Originally posted by jiggerj
I propose that one day (probably very soon) we will learn how to create life from scratch in a laboratory. Does anyone have a valid reason to doubt
Yes, I do have reason to doubt this.
The complex chemical compounds found in living things could not be made in the presence of oxygen. There is NO place in the world where they could be
made, except within living cells. Each cell organizes which parts will not have oxygen, so the compounds can be made there. Aside from this, there are
plenty of other points that should be made to counter the whole "religion of evolution" belief system -
1. There is no evidence Earth ever had a non-oxygen atmosphere.
2. There is no explanation of how oxygen could have even been kept out of our atmosphere for long periods, then suddenly placed inside of it.
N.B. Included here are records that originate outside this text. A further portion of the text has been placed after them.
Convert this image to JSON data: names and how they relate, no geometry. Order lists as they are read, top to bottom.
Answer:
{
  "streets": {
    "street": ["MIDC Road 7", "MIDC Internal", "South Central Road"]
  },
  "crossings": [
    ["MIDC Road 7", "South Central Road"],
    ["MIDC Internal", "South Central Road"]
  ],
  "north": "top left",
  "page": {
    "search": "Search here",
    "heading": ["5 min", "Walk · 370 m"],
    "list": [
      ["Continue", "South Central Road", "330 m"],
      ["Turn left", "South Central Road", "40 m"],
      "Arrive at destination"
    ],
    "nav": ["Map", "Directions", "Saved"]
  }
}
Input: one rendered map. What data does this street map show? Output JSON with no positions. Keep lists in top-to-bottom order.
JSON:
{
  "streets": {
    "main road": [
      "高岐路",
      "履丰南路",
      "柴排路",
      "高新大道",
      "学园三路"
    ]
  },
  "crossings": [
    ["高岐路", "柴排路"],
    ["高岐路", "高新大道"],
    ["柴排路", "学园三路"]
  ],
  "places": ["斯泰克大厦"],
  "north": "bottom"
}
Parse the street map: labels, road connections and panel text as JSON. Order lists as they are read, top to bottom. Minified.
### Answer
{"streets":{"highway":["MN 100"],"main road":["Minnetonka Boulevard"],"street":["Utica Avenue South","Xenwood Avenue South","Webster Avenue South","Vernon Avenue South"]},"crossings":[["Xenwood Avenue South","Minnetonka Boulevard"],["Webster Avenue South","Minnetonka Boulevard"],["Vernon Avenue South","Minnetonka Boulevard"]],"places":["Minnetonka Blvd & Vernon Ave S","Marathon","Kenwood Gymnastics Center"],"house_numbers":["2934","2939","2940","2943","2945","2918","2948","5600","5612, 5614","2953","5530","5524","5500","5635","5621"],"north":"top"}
3. Geologists have found oxidized rocks (containing rusted iron) that were supposed to have existed when life was still forming and the atmosphere was
supposed to have no oxygen.
4. It is known that there were oceans and seas back then. This is the possible explanation, or the "medium" in which life must have been made - the
"primordial soup" - except water also requires an oxygen atmosphere and itself is 1/3 oxygen.
5. As soon as living creatures would have arrived, it would have had to have oxygen in order to survive - yes, you cannot have oxygen to create life,
but life requires oxygen to lie.
6. An atmosphere without oxygen would not have the protective ozone layer required to sustain life, by protecting it from UV rays.
7. An atmosphere with oxygen would have deadly peroxides, which would kill life forms.
8. An instant atmospheric change (mentioned in point 2, of which we have no explanation for), example non-oxygen to oxygen, would be required the
MOMENT even one living creature was formed. For each life form. Lol!
And we have also never been able to create life - some people will mention the Miller Experiment. He succeeded only in creating a few random amino
acids in a red gel that was mostly toxic, and didn't even have the fully required amount of amino acids that we have today.